In the data that follows, how many lines include the string "rotate"? Answer with the number alone.
[Data shown Boundary: Start]
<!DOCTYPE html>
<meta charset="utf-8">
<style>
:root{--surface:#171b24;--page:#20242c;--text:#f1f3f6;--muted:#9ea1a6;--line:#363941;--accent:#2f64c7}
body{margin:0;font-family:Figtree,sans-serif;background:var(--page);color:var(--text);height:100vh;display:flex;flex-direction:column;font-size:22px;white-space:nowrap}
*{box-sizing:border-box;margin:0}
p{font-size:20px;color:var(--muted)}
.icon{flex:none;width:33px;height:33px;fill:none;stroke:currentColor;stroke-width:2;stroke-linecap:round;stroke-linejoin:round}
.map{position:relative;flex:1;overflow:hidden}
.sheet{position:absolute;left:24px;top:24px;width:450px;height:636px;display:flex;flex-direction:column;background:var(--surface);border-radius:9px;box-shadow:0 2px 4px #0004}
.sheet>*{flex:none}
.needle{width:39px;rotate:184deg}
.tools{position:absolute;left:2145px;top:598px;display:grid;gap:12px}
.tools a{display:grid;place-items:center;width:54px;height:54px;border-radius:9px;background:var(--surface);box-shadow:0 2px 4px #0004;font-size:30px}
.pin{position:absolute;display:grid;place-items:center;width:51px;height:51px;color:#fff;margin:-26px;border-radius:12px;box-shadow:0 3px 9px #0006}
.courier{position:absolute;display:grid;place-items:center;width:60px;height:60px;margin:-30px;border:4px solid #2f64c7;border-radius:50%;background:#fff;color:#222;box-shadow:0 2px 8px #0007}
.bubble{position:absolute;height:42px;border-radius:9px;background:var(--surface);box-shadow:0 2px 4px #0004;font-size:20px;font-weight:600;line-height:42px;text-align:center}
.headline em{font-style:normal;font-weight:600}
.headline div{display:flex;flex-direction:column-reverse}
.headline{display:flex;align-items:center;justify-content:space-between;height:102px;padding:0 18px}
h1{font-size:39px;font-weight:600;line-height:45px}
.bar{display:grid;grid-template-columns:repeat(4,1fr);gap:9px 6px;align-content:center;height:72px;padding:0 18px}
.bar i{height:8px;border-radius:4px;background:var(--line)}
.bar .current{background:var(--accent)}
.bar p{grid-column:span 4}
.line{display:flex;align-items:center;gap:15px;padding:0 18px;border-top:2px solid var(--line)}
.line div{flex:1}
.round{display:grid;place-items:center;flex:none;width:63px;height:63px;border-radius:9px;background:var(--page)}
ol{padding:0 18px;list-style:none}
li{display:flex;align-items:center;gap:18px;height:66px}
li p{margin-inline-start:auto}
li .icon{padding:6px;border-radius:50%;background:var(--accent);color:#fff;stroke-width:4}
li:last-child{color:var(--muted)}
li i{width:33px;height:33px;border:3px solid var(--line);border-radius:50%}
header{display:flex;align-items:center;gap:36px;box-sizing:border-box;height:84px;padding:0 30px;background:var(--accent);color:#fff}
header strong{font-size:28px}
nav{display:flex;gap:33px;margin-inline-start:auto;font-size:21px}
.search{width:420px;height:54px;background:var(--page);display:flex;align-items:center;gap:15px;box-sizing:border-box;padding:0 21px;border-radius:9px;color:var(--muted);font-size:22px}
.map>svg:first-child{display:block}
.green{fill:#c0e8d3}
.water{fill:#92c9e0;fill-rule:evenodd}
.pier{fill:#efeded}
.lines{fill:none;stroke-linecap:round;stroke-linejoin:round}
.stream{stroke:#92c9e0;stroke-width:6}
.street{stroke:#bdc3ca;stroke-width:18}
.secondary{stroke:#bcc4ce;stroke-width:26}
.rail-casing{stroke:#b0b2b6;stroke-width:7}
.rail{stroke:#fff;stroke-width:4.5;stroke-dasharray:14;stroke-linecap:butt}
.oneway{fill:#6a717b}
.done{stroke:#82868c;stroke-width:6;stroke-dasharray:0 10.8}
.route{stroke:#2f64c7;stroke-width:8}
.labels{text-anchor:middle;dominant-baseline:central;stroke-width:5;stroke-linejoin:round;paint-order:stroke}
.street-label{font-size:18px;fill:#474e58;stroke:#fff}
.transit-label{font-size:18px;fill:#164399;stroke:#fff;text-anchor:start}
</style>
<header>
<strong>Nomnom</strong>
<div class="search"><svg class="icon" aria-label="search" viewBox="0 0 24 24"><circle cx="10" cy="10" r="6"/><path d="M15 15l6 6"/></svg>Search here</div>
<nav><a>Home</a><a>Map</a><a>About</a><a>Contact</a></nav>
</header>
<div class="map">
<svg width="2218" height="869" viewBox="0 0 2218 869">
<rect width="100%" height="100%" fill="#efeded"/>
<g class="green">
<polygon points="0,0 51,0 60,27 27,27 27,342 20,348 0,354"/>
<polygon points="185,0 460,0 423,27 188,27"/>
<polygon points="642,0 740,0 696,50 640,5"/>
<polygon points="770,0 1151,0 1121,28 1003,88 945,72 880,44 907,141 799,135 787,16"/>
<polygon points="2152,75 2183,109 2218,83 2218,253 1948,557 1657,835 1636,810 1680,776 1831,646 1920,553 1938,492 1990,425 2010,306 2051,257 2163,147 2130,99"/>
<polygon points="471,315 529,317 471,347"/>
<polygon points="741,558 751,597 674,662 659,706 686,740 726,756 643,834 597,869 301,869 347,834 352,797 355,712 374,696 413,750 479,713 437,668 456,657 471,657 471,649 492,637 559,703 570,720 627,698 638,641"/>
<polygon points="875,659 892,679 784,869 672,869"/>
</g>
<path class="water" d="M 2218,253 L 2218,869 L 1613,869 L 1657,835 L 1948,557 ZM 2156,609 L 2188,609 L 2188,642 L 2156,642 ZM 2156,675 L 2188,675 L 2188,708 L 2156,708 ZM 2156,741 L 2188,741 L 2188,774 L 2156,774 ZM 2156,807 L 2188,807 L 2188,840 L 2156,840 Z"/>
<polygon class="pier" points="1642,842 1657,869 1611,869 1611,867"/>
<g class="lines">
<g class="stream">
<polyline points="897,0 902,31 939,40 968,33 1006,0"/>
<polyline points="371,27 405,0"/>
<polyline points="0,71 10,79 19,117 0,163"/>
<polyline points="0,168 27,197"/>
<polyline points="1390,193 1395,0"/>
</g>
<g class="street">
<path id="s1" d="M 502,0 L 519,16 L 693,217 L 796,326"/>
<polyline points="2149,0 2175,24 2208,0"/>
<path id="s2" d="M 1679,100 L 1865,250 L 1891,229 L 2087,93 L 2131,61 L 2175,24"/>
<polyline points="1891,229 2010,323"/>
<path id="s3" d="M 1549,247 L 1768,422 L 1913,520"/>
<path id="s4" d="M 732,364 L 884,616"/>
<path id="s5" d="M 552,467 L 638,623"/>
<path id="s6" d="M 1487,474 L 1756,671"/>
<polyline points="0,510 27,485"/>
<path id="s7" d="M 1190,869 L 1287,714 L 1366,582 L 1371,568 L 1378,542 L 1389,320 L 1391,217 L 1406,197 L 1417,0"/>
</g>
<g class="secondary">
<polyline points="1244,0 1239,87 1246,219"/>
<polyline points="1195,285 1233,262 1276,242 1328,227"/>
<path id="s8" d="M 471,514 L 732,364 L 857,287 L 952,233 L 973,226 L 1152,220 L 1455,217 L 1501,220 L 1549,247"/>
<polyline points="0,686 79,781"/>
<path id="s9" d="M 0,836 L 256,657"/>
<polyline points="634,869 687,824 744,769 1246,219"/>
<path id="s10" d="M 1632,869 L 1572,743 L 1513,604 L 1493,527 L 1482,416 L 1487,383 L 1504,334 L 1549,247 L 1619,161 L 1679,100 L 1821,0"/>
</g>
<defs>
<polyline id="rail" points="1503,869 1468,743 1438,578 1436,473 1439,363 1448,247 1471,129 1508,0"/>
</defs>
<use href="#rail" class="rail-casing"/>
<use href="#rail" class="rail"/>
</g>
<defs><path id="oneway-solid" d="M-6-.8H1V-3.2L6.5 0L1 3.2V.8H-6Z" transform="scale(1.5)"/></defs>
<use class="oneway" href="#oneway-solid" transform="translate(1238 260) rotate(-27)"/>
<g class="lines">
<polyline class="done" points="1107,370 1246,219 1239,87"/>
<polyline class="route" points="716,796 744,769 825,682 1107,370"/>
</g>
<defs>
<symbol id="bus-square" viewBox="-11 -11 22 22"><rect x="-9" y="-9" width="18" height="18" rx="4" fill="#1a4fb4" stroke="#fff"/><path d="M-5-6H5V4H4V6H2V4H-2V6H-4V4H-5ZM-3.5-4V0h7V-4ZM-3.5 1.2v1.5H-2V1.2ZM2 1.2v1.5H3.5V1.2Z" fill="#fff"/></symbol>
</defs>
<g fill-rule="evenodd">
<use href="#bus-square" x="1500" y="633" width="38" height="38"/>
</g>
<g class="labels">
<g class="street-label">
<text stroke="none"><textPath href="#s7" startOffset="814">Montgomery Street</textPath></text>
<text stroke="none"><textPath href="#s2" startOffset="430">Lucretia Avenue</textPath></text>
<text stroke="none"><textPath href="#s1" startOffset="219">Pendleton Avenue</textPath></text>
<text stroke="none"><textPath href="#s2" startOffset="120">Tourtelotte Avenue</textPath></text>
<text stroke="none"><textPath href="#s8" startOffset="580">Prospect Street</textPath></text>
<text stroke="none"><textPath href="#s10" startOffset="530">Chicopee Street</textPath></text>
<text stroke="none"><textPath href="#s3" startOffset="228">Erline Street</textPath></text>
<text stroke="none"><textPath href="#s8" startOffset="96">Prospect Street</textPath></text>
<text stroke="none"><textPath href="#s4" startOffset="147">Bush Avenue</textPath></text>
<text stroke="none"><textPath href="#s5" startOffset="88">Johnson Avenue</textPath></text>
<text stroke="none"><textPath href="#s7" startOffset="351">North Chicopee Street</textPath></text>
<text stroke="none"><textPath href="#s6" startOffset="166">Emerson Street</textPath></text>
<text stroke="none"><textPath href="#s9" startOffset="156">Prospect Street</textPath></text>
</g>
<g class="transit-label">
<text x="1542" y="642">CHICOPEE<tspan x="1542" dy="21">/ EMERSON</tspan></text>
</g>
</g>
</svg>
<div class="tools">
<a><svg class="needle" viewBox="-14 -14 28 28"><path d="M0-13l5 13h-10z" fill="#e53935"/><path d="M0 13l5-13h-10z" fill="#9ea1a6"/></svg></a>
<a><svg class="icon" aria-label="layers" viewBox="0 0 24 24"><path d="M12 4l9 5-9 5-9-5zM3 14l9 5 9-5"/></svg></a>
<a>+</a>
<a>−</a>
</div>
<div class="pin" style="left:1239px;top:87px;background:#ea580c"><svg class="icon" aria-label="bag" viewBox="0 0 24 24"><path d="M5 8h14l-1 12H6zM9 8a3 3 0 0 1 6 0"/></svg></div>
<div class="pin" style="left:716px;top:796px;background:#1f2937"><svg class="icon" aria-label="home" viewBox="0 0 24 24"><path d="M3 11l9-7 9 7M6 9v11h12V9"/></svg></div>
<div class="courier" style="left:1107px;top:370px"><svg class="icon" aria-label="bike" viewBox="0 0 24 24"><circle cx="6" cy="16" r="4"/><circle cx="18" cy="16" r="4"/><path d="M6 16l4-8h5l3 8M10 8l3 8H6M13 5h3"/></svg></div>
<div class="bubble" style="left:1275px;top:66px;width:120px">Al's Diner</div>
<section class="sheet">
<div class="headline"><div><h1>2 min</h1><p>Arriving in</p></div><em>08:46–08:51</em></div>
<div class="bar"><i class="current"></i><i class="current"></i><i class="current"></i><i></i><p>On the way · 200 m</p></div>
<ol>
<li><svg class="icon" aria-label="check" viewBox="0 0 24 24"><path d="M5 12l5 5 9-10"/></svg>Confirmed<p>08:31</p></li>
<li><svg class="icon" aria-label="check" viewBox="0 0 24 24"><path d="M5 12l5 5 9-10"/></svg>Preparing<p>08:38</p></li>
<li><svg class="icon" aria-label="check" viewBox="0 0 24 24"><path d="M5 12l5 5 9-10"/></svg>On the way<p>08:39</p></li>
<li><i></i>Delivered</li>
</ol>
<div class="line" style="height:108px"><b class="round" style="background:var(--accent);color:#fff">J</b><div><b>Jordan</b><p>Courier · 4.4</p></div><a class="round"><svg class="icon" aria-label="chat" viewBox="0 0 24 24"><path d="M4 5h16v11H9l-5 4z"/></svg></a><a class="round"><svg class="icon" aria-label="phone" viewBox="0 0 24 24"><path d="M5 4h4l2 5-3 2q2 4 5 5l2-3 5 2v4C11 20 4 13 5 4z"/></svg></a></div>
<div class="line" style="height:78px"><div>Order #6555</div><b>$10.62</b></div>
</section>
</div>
[Data shown Boundary: End]
=== Expected answer ===
2